The US has less than 500 million barrels of oil in commercial storage.
http://www.eia.gov/dnav/pet/hist/LeafHandler.ashx?n=PET&s=MCESTUS1&f=M
That sounds like a lot, but for the entire country, that is less than a less than a single month of supply.
http://www.eia.gov/petroleum/weekly/images/crdsusm.gif
This facility is just a little piece of that supply chain.
Thanks!
It looks like salad days for you guys downstream right now. From my upstream perspective it is usually salad days for you though I’m sure that perspective is seen through rose colored glasses where you are concerned.
I terribly misread the tea leaves this time. I thought that we would be coming back into balance by now and that we would be seeing solid 70s with brightening prospects but not a surge. I figured the firming would take place about now and that the increase would be moderated by the end of summer driving season and the turn-arounds in refineries of winter.
I did not see the Saudis increasing production so much. Didn’t think they had the capacity. I also figured the Iranian picture was already factored in. The only thing I got right or close was consumption and I underestimated the growth of that.
Some of the bigger players... corporations... I work with see firming next year in the summer season making this a nearly two year bottom. With oil, that is too far out. Too much can happen we just don’t know about. It is a geopolitical and fundamentals driven commodity with long term development factors. Geopolitical trumps all.

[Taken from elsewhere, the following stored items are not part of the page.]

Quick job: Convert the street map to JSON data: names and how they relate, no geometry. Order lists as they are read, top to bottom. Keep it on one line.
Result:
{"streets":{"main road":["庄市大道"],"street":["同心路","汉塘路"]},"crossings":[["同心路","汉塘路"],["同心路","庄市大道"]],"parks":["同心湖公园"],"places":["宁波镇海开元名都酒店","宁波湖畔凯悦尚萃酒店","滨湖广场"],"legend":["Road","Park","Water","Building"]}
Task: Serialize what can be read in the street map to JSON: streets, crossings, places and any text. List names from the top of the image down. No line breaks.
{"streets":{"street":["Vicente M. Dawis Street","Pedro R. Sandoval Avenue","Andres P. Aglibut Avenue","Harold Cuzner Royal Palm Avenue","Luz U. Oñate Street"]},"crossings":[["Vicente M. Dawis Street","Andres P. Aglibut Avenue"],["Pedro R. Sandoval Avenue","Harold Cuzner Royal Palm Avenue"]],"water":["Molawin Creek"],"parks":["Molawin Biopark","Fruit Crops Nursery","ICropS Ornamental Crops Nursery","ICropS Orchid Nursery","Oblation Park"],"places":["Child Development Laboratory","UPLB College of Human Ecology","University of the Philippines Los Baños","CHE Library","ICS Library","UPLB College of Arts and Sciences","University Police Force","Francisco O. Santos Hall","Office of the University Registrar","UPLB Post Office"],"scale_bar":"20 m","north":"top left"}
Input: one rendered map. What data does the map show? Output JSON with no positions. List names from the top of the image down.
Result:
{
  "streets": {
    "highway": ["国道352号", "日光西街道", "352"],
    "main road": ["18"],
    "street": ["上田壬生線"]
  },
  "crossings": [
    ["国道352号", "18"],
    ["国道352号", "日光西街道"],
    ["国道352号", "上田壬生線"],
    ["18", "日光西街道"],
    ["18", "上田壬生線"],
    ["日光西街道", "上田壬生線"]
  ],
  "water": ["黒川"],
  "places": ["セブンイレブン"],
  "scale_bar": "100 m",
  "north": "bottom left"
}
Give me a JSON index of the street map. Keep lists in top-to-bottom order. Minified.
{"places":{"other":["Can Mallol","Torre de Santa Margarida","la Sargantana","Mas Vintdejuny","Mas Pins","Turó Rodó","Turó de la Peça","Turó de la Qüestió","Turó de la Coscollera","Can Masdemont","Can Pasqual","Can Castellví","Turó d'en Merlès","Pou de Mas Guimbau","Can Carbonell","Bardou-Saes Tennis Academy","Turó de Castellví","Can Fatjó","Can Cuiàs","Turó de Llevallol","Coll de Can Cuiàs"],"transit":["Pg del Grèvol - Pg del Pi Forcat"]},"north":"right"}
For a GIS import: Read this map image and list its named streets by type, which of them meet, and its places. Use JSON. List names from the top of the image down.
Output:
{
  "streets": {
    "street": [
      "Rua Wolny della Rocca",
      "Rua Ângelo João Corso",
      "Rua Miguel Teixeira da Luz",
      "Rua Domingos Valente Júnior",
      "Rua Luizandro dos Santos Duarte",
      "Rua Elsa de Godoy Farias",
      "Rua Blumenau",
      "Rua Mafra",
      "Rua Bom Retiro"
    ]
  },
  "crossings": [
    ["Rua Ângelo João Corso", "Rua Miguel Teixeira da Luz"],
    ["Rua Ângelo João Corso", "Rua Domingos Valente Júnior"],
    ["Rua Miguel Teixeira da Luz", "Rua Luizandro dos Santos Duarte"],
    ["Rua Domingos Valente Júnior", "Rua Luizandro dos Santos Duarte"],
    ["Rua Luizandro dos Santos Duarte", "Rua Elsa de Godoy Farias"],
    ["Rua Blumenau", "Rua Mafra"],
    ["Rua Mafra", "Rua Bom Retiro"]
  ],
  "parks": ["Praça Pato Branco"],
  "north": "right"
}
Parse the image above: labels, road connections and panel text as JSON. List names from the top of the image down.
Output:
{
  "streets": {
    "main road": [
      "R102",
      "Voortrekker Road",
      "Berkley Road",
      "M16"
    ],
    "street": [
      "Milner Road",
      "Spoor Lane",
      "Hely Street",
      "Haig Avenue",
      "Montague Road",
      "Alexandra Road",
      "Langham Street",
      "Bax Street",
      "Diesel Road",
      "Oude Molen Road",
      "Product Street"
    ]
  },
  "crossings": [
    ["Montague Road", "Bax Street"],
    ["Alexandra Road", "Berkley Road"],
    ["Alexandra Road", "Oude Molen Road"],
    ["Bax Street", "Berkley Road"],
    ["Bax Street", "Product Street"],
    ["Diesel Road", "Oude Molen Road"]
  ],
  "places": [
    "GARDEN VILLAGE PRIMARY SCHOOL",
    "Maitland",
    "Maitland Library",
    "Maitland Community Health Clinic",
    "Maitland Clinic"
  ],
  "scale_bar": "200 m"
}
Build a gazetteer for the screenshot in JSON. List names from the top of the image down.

The bigger players are now starting to batten down the hatches. I’m seeing it in manufacturing and service companies and hearing it in the operator side. We will see slaughter in the upstream by fall if things don’t improve as they feel the need to entrench of for a very long winter when they finish the first draft of the planning cycle this next month.
I simply do not see how operators are keeping any of the drill ships running. It is not just the cost it is the horrendous level of trouble costs from what I think is unnecessary complexity coupled with rapidly declining experience levels and manpower cut backs.
They say it is always darkest before the dawn but it has to quit getting darker first.
What is the next layer down from this gif?